Segment Start: DATASET ENTRIES

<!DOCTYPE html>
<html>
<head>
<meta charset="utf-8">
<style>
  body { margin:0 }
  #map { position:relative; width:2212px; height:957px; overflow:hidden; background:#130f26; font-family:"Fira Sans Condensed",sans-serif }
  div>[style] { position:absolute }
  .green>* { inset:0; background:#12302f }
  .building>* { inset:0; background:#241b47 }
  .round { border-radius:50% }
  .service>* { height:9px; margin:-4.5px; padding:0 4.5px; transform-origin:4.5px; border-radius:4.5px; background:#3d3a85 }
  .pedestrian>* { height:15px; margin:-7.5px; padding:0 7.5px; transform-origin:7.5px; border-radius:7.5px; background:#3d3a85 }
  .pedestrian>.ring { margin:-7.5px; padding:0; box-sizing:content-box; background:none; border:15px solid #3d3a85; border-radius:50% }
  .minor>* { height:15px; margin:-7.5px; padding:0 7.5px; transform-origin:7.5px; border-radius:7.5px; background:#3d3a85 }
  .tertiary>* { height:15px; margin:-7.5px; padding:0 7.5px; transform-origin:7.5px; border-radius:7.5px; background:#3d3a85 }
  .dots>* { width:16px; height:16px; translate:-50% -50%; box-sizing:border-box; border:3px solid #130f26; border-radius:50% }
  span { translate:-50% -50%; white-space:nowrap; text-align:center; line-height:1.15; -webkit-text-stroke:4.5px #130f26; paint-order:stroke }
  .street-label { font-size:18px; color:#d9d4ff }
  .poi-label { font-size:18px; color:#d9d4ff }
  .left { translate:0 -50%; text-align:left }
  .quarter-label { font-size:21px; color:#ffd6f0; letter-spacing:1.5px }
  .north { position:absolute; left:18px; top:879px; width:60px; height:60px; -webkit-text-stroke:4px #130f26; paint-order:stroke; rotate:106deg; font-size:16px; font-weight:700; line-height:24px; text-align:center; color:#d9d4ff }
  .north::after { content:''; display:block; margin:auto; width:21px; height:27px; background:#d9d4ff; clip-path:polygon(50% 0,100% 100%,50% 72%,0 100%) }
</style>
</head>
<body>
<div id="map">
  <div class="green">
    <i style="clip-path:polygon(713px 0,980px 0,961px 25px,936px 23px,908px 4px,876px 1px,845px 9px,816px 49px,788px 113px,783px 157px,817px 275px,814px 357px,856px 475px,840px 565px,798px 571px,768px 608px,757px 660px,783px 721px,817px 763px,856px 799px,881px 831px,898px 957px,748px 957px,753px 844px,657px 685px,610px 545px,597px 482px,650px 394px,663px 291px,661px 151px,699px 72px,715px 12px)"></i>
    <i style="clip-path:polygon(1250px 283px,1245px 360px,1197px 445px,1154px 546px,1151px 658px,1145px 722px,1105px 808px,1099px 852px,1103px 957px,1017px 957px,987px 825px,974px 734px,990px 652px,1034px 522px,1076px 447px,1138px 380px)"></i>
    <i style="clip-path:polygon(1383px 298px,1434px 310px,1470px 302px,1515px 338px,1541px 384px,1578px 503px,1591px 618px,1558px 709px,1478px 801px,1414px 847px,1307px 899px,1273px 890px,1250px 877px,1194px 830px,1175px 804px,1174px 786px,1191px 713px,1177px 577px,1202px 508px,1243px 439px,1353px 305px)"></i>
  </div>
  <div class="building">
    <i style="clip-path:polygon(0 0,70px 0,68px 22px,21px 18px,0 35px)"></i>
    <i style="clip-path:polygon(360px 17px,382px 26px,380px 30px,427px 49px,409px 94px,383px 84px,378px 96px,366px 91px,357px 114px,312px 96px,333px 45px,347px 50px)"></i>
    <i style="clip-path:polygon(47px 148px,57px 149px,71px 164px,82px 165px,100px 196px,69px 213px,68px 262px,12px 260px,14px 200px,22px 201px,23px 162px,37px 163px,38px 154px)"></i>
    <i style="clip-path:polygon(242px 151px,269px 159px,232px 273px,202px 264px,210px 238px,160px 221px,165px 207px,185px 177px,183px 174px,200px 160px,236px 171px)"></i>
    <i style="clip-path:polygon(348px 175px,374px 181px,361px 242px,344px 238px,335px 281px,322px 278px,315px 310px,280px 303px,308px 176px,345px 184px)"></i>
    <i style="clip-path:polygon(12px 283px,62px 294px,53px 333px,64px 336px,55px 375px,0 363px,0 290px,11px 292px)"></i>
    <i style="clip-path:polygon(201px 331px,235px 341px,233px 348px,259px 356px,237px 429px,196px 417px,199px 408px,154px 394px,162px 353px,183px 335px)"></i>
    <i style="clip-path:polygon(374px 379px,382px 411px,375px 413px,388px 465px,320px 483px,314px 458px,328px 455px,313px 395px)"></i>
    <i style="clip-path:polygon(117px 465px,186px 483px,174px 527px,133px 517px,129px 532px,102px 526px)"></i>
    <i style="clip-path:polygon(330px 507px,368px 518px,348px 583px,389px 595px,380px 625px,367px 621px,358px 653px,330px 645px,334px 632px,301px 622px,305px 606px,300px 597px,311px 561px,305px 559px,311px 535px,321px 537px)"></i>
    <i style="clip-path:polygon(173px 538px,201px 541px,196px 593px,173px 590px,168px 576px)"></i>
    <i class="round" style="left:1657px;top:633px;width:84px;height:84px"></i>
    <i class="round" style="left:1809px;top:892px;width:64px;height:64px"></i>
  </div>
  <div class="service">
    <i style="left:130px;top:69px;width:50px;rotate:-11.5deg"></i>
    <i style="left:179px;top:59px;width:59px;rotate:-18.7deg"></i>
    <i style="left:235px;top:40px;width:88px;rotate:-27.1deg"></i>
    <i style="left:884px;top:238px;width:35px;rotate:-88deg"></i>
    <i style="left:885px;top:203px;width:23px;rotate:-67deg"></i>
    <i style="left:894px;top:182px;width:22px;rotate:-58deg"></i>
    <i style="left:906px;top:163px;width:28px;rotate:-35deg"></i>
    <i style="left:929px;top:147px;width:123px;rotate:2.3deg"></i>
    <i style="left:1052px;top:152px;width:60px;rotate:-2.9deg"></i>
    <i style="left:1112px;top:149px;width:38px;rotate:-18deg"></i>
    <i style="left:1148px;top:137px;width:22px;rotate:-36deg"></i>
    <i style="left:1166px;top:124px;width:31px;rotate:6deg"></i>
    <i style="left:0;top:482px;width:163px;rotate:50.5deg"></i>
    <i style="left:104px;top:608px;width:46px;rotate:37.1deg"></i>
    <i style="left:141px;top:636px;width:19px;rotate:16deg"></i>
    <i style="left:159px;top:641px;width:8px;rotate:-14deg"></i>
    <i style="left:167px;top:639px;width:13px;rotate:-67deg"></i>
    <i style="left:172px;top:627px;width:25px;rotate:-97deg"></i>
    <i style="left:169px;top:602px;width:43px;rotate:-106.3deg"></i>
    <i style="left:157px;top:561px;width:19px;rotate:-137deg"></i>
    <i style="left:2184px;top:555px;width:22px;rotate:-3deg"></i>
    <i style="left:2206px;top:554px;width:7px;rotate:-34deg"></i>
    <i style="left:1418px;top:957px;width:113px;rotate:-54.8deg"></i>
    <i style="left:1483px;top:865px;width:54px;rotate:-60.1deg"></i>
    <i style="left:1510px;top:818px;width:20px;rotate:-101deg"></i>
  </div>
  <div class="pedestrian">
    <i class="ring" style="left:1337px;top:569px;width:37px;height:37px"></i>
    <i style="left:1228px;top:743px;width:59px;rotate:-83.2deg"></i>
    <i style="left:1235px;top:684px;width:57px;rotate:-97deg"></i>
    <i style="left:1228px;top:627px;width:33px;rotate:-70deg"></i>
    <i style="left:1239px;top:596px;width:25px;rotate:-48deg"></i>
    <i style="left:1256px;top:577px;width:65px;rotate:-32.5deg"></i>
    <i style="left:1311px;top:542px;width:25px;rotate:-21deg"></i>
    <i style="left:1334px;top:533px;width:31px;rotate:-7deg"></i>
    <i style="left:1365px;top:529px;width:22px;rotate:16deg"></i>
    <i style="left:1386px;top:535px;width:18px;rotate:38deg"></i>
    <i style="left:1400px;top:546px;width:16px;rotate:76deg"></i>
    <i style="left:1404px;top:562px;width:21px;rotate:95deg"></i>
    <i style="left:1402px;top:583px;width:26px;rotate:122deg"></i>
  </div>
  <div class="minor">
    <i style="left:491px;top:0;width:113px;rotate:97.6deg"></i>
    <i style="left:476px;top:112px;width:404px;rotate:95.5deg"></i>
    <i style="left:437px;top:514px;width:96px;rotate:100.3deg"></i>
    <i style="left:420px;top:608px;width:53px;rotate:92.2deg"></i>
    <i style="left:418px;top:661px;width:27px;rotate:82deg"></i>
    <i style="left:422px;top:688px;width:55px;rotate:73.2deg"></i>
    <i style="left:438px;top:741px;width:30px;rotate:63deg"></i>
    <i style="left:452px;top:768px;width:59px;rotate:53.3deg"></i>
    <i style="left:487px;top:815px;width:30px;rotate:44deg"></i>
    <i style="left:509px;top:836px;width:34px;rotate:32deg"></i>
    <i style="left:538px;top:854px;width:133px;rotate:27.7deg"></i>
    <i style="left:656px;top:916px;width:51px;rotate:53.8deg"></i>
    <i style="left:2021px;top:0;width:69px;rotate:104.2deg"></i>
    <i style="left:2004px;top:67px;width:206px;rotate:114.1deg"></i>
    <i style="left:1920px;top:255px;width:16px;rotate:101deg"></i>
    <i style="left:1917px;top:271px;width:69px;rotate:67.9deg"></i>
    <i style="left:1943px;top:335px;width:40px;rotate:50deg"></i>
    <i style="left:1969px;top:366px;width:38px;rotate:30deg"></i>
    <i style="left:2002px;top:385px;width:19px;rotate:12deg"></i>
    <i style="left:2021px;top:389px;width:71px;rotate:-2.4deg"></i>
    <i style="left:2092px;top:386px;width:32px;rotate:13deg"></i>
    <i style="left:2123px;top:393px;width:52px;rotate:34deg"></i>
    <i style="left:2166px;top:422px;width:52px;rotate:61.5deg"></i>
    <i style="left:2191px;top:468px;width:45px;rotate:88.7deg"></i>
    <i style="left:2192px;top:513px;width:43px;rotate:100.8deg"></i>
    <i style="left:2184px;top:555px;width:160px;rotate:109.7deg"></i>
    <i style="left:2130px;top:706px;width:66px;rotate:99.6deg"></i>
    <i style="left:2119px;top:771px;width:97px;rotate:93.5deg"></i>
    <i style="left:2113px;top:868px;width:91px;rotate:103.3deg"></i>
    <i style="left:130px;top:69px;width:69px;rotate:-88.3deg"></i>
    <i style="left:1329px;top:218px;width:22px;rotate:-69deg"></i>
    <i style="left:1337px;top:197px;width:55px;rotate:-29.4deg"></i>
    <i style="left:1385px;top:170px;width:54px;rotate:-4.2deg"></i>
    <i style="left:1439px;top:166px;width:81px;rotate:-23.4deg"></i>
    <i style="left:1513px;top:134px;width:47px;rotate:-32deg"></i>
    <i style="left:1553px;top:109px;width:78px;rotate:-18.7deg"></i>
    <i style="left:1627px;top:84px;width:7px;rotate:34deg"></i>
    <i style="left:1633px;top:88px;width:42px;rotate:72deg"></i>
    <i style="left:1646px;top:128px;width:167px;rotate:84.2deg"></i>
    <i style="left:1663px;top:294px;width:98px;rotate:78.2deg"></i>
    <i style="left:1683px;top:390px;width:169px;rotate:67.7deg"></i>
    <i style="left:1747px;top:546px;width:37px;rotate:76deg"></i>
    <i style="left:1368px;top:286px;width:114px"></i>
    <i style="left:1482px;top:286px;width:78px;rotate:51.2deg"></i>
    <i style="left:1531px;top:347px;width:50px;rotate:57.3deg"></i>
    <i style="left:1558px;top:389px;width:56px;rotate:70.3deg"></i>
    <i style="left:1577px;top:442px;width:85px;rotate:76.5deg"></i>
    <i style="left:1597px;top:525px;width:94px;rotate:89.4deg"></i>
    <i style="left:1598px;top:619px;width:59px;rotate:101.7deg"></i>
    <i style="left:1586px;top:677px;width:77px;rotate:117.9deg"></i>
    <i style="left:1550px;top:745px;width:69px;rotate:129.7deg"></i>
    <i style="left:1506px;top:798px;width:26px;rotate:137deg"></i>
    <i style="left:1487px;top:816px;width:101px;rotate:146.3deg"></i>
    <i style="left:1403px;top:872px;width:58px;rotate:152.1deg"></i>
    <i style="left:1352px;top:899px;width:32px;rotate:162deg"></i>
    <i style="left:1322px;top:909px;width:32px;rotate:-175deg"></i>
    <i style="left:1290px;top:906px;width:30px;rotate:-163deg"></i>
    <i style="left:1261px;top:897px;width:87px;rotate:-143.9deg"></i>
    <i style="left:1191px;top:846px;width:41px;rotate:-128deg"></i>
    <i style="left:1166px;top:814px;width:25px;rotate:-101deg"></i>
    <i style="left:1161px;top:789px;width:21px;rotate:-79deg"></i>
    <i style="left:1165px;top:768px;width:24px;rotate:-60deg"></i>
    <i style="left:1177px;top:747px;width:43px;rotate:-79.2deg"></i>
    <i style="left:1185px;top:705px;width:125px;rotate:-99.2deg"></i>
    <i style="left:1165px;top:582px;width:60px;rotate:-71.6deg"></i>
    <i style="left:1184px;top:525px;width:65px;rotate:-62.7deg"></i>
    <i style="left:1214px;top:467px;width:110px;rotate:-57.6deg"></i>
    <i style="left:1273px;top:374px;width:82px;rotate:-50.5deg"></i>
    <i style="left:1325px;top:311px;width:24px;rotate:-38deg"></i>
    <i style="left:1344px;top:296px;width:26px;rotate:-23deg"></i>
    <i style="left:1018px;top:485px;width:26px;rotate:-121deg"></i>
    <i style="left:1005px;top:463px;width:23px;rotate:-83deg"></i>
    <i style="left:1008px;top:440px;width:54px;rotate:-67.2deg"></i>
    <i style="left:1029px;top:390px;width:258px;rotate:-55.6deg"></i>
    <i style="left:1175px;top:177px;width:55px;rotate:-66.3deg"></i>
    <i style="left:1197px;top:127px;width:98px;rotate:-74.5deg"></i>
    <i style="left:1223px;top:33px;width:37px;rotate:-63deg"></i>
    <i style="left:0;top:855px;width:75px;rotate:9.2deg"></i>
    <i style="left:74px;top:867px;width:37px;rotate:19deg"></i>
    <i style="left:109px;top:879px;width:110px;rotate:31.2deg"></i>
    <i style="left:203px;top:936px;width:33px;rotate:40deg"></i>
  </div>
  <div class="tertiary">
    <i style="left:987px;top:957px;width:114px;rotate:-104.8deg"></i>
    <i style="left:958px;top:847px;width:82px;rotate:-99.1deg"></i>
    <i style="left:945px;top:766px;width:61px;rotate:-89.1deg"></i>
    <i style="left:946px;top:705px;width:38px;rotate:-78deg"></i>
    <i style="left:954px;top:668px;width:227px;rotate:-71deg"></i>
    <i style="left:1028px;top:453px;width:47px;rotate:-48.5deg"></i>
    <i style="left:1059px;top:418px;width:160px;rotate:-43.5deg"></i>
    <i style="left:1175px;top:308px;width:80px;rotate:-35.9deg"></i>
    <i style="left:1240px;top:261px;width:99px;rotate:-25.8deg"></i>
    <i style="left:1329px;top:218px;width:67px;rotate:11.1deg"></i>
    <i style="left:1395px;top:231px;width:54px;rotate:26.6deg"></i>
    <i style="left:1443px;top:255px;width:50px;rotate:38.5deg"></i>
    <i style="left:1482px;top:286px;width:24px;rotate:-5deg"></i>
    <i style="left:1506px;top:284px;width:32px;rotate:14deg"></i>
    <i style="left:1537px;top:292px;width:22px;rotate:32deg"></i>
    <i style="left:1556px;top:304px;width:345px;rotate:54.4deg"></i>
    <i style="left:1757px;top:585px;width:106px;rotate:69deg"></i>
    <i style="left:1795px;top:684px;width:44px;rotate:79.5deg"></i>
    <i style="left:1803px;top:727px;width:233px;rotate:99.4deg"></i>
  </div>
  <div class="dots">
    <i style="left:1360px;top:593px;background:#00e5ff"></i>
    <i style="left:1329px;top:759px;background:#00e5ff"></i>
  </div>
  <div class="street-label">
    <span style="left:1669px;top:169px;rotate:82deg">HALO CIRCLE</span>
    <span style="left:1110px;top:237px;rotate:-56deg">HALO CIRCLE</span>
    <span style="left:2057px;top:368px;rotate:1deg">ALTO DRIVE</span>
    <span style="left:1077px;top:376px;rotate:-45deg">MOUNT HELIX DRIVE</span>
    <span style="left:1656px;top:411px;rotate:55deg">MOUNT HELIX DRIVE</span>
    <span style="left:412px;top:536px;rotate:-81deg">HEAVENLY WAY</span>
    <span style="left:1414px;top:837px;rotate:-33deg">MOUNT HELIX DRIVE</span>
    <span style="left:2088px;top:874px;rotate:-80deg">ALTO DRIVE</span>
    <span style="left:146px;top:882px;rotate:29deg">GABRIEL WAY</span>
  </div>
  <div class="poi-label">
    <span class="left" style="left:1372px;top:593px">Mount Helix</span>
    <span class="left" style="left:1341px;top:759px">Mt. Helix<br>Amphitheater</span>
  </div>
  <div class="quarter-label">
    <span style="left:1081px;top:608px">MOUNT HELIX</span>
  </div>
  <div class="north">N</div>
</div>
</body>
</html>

Segment End: DATASET ENTRIES

### YOUR ASSIGNMENT
Your reply should hold only the lines from the first line of the records through the one with "width:16px; height:16px; translate:-50%", reproduced word for word.

### SOLUTION TO THIS EXERCISE
<!DOCTYPE html>
<html>
<head>
<meta charset="utf-8">
<style>
  body { margin:0 }
  #map { position:relative; width:2212px; height:957px; overflow:hidden; background:#130f26; font-family:"Fira Sans Condensed",sans-serif }
  div>[style] { position:absolute }
  .green>* { inset:0; background:#12302f }
  .building>* { inset:0; background:#241b47 }
  .round { border-radius:50% }
  .service>* { height:9px; margin:-4.5px; padding:0 4.5px; transform-origin:4.5px; border-radius:4.5px; background:#3d3a85 }
  .pedestrian>* { height:15px; margin:-7.5px; padding:0 7.5px; transform-origin:7.5px; border-radius:7.5px; background:#3d3a85 }
  .pedestrian>.ring { margin:-7.5px; padding:0; box-sizing:content-box; background:none; border:15px solid #3d3a85; border-radius:50% }
  .minor>* { height:15px; margin:-7.5px; padding:0 7.5px; transform-origin:7.5px; border-radius:7.5px; background:#3d3a85 }
  .tertiary>* { height:15px; margin:-7.5px; padding:0 7.5px; transform-origin:7.5px; border-radius:7.5px; background:#3d3a85 }
  .dots>* { width:16px; height:16px; translate:-50% -50%; box-sizing:border-box; border:3px solid #130f26; border-radius:50% }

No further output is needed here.